==== EXTRACTED RECORDS
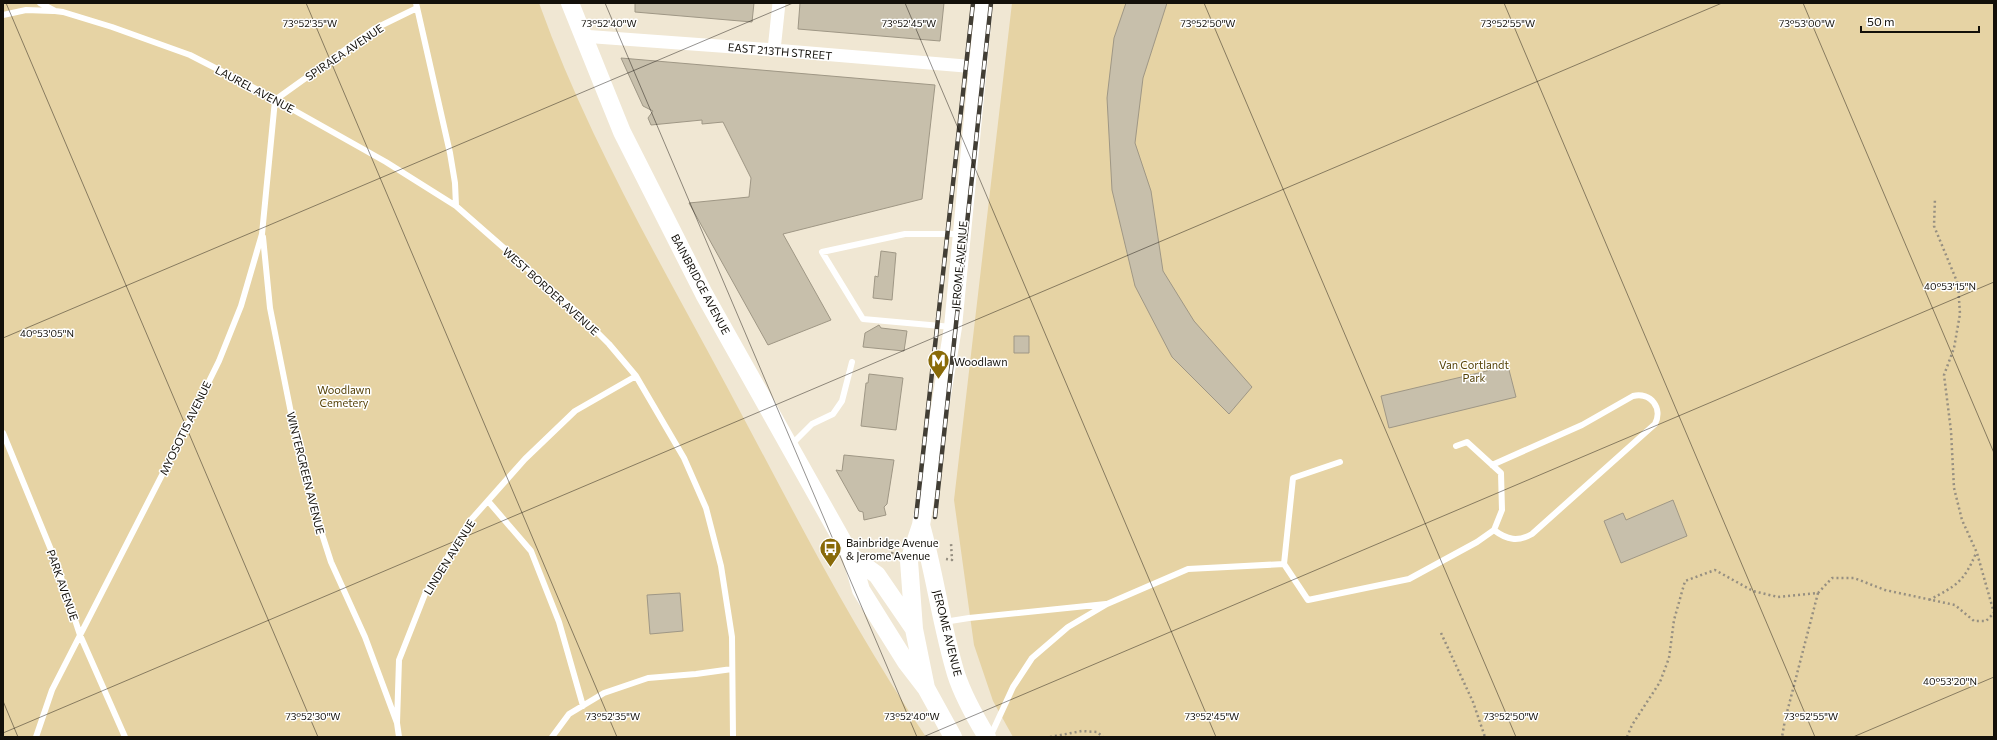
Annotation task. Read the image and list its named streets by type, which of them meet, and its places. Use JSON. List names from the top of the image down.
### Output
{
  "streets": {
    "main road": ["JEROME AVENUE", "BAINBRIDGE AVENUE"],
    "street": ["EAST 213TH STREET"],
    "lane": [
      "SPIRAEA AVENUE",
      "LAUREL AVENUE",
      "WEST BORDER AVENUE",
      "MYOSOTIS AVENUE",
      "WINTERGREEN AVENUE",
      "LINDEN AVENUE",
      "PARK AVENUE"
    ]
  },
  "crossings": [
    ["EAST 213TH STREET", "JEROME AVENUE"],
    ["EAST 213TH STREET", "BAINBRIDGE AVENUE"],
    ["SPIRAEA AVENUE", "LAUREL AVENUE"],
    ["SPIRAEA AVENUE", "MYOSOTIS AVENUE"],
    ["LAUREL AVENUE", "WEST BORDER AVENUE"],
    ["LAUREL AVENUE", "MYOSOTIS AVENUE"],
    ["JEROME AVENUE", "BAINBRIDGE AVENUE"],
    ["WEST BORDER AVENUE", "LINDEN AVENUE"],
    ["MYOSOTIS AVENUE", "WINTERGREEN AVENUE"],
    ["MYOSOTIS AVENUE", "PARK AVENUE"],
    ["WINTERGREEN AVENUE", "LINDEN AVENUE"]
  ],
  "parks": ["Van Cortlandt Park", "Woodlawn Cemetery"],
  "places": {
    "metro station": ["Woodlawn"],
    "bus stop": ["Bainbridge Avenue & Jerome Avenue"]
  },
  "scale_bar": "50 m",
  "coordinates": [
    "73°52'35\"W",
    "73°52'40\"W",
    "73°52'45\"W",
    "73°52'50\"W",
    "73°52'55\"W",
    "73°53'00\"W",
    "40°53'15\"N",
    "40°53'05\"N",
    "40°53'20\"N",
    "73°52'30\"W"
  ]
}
========
_EXERCISE_
Return every line above where "SPIRAEA" appears.

_SOLUTION_
      "SPIRAEA AVENUE",
    ["SPIRAEA AVENUE", "LAUREL AVENUE"],
    ["SPIRAEA AVENUE", "MYOSOTIS AVENUE"],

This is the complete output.